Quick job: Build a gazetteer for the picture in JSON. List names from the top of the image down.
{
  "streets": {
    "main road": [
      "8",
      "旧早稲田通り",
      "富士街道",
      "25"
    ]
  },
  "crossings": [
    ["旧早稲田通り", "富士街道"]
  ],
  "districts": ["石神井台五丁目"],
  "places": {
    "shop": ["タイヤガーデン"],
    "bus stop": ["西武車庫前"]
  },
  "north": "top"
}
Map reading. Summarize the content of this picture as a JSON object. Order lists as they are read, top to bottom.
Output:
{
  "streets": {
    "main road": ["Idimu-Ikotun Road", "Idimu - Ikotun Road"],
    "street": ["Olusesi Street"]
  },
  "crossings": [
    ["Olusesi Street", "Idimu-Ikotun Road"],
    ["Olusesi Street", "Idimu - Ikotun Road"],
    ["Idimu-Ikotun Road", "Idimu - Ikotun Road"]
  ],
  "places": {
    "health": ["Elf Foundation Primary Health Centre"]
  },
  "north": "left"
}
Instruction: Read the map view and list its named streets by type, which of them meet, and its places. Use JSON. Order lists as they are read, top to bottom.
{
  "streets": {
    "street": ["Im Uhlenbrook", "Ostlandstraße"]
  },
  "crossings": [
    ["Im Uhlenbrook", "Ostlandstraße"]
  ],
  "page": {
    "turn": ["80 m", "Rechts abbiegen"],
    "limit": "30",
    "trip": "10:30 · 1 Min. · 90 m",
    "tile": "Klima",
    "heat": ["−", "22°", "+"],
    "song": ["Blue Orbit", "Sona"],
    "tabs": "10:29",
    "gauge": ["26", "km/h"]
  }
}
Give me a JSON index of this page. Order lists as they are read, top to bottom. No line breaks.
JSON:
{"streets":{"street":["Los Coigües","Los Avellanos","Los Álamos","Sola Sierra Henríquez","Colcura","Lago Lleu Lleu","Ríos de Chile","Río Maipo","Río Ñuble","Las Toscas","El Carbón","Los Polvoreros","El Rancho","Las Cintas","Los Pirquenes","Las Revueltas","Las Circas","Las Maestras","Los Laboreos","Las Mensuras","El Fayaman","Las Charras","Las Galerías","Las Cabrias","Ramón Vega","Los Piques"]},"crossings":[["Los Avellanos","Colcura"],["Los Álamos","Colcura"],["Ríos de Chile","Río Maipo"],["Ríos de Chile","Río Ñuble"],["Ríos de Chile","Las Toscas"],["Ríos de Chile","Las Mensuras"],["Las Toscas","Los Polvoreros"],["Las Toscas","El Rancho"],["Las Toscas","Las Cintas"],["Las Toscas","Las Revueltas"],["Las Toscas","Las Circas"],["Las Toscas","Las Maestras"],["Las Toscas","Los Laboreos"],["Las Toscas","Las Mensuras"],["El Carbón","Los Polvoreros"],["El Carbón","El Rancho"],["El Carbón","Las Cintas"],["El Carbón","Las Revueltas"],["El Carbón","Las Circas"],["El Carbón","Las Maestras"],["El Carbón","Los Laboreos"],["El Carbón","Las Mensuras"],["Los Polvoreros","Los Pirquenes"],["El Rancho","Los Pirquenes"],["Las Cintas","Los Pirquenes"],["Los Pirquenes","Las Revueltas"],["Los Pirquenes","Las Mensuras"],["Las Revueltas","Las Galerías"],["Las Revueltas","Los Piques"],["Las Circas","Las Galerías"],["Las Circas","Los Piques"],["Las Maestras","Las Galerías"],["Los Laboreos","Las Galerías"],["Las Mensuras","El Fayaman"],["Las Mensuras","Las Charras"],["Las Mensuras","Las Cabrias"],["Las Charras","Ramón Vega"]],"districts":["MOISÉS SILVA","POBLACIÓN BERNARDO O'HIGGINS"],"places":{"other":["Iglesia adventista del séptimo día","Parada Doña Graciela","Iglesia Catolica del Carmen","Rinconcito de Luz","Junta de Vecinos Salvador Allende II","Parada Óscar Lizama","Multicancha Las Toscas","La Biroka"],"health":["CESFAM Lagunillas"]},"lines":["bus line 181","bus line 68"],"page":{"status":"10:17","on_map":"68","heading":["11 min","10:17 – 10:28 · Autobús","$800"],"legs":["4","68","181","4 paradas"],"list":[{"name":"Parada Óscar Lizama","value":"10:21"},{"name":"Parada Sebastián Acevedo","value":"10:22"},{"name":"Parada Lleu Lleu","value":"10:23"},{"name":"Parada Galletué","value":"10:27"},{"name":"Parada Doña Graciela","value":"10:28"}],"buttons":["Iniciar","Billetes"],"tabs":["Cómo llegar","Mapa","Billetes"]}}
────────────────────
- _EXERCISE_:
For every line above that includes the word "Order", return the line.

- _ANSWER SECTION_:
Map reading. Summarize the content of this picture as a JSON object. Order lists as they are read, top to bottom.
Instruction: Read the map view and list its named streets by type, which of them meet, and its places. Use JSON. Order lists as they are read, top to bottom.
Give me a JSON index of this page. Order lists as they are read, top to bottom. No line breaks.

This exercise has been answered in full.